> EXERCISE AIM
Transcribe the records below exactly, from their first line through the line containing "Instruction: Parse the". Omit every line after it.

> RECORDS SHOWN
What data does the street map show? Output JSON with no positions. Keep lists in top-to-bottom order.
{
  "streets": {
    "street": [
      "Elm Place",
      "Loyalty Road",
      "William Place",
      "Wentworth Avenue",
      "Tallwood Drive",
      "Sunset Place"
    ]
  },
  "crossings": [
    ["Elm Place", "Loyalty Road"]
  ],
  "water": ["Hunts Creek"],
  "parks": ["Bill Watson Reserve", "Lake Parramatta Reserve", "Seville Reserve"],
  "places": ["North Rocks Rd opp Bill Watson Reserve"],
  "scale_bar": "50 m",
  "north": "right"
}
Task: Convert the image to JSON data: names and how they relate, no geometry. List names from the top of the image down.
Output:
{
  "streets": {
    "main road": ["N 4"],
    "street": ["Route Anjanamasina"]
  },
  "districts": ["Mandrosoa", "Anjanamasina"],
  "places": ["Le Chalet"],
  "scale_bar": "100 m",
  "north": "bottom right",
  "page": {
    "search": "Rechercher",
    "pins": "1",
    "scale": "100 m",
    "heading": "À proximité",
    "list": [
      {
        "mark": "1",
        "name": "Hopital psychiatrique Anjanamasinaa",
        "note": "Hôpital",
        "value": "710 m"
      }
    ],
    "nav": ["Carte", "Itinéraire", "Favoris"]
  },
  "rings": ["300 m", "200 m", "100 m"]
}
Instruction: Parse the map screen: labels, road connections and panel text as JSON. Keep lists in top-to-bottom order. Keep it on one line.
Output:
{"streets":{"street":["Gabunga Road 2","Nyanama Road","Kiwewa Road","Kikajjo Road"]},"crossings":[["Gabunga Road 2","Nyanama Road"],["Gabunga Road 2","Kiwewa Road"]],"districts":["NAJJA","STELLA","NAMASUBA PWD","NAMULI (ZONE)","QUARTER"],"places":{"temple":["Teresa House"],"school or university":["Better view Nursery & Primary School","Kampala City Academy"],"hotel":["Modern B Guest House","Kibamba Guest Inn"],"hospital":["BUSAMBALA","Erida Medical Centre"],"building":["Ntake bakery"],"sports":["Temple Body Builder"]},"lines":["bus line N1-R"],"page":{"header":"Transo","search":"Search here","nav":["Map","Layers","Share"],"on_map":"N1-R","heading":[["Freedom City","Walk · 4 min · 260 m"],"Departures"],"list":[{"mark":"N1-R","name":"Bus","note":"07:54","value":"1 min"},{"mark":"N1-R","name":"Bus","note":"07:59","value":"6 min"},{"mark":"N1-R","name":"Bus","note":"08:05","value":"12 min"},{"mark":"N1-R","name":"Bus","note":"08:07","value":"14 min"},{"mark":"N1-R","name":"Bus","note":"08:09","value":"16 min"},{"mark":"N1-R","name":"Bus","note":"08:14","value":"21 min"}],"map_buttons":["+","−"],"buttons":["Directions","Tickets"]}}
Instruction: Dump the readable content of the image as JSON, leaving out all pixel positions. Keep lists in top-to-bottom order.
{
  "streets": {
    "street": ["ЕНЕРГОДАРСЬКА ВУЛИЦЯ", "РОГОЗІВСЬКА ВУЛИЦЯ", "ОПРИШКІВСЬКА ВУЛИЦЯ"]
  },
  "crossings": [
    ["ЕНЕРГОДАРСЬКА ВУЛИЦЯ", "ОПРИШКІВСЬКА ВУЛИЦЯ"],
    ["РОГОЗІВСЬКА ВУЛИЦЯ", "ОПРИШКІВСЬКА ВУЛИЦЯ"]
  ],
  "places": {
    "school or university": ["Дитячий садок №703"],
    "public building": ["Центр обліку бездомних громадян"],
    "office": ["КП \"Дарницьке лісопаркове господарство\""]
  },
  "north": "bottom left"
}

> OUTPUT OF THE EXERCISE
What data does the street map show? Output JSON with no positions. Keep lists in top-to-bottom order.
{
  "streets": {
    "street": [
      "Elm Place",
      "Loyalty Road",
      "William Place",
      "Wentworth Avenue",
      "Tallwood Drive",
      "Sunset Place"
    ]
  },
  "crossings": [
    ["Elm Place", "Loyalty Road"]
  ],
  "water": ["Hunts Creek"],
  "parks": ["Bill Watson Reserve", "Lake Parramatta Reserve", "Seville Reserve"],
  "places": ["North Rocks Rd opp Bill Watson Reserve"],
  "scale_bar": "50 m",
  "north": "right"
}
Task: Convert the image to JSON data: names and how they relate, no geometry. List names from the top of the image down.
Output:
{
  "streets": {
    "main road": ["N 4"],
    "street": ["Route Anjanamasina"]
  },
  "districts": ["Mandrosoa", "Anjanamasina"],
  "places": ["Le Chalet"],
  "scale_bar": "100 m",
  "north": "bottom right",
  "page": {
    "search": "Rechercher",
    "pins": "1",
    "scale": "100 m",
    "heading": "À proximité",
    "list": [
      {
        "mark": "1",
        "name": "Hopital psychiatrique Anjanamasinaa",
        "note": "Hôpital",
        "value": "710 m"
      }
    ],
    "nav": ["Carte", "Itinéraire", "Favoris"]
  },
  "rings": ["300 m", "200 m", "100 m"]
}
Instruction: Parse the map screen: labels, road connections and panel text as JSON. Keep lists in top-to-bottom order. Keep it on one line.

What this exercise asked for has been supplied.